After nine years of political rhetoric, protests and lobbying, TransCanada's fight to build the Keystone XL pipeline seemed to end in victory for the company in January, when President Donald Trump signed an executive order approving the project.
But fast forward half a year, and the controversial project to bring Canadian oilsands product to the U.S. Gulf Coast is no closer to reality. In an earnings call last week, the company's brass — while remaining optimistic — pretty much admitted the project may never happen.
TransCanada's executive vice-president Paul Miller told analysts and reporters the company hasn't made a decision yet on whether or not to go ahead with the project.
"In November, we'll make an assessment of commercial support and [Nebraska] approval," Miller said, as quoted at Politico.

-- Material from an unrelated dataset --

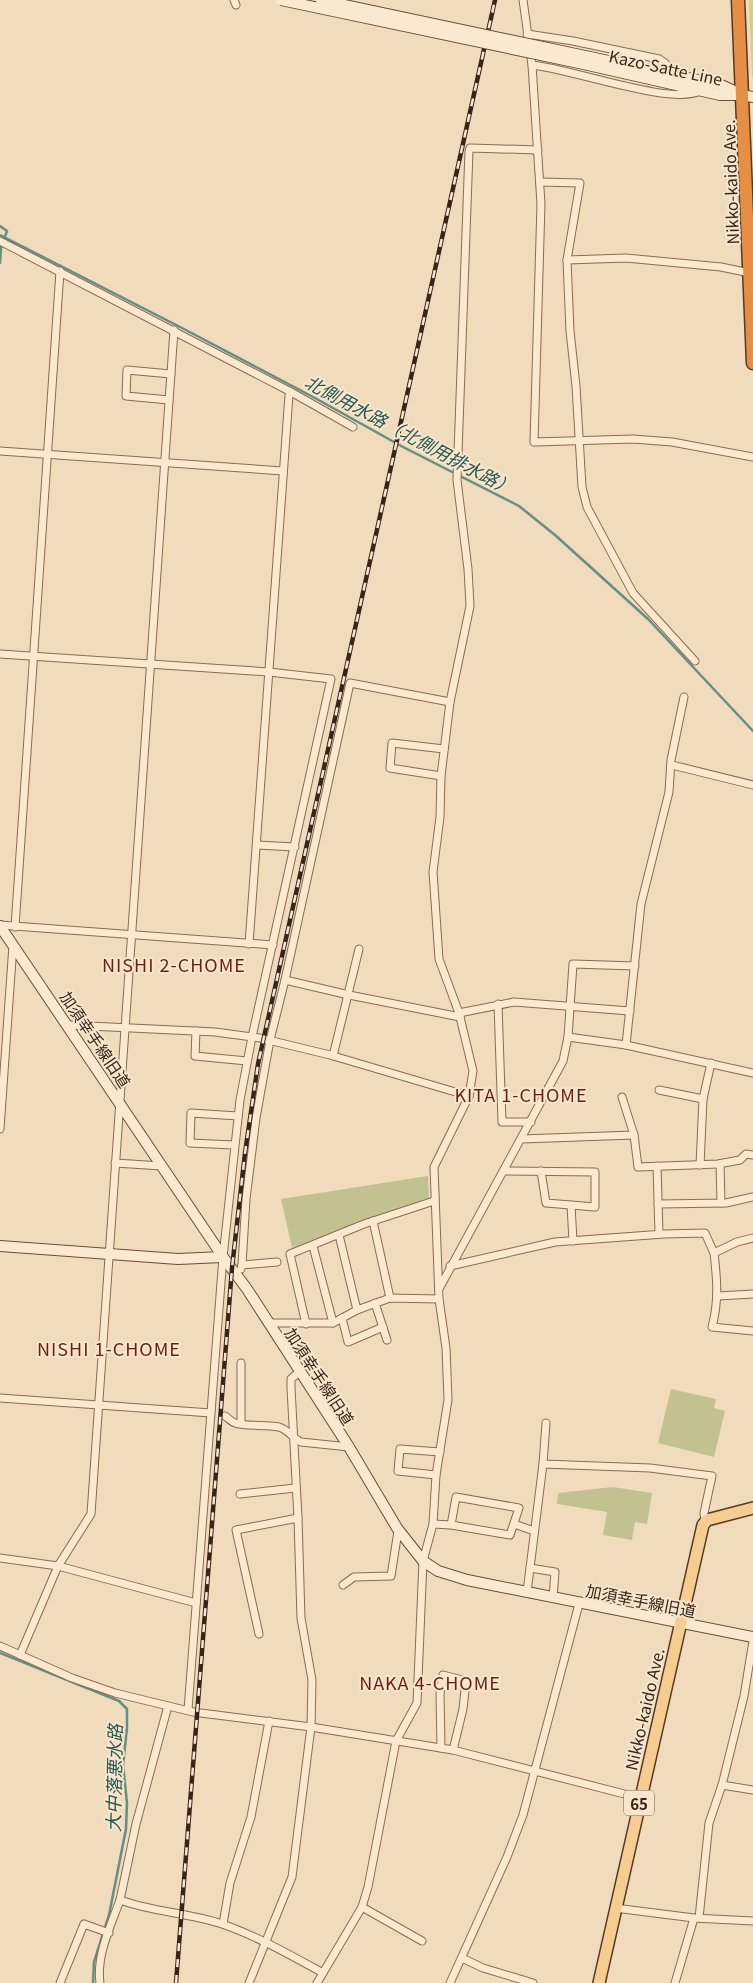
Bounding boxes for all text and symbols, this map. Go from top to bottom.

The Calgary-based company is still waiting on approval of the pipeline's final route from Nebraska authorities, something expected to take place this fall. Opposition to the pipeline there continues, with a farmer recently installing a U.S.-made solar panel array along the proposed route.
But beyond grassroots opposition, the Keystone XL is facing a fundamental economic problem: Its potential customers appear to have lost interest.
TransCanada had once said it wanted commitments to fill 90 per cent of the pipeline's 830,000-barrel-a-day capacity before building it. But in announcing a new push to find customers for the pipeline last week, company spokesperson Jacquelynn Benson said they're looking for 225,000 barrels, or less than a third of capacity.
Analysts generally point to several key reasons for the dropoff in interest, one of which is the oil price collapse of 2014. It halted much of the future expansion plans of Alberta's oilsands; the Canadian Association of Petroleum Producers has lowered its long-term outlook for Western Canadian oil, and now sees 1.5 million fewer barrels being produced by 2030 than it did in its 2014 forecast.
But it's in Asia that demand for oil is growing, energy consultant Rusty Braziel of RBN Energy told Politico, and that's another reason there is less interest in a pipeline from Canada to the U.S. Gulf Coast.
"If you're a producer in Alberta, the conundrum you face here is you really want to go west. Do you want to take barrels to the Gulf Coast and fight with everyone else sending barrels through the Gulf Coast? Hell no."
Canada's federal government agrees. Natural Resources Minister Jim Carr said last fall that the Keystone XL isn't needed because "it doesn't get oil to exports markets in Asia."
Soon after, Prime Minister Justin Trudeau approved the expansion of Kinder Morgan's Trans Mountain pipeline, which will carry oil from Alberta to ports in the Vancouver area for export to Asia.
But the Keystone XL still has its supporters — both within the White House and within Alberta's oil industry.
The CEOs of both Cenvous and Suncor — two of the largest oilsands players — both gave the project their support last week, Bloomberg reported.
They said Canada's oil industry needs more pipeline capacity, and Suncor confirmed it plans to ship oil on the Keystone XL, if it's built.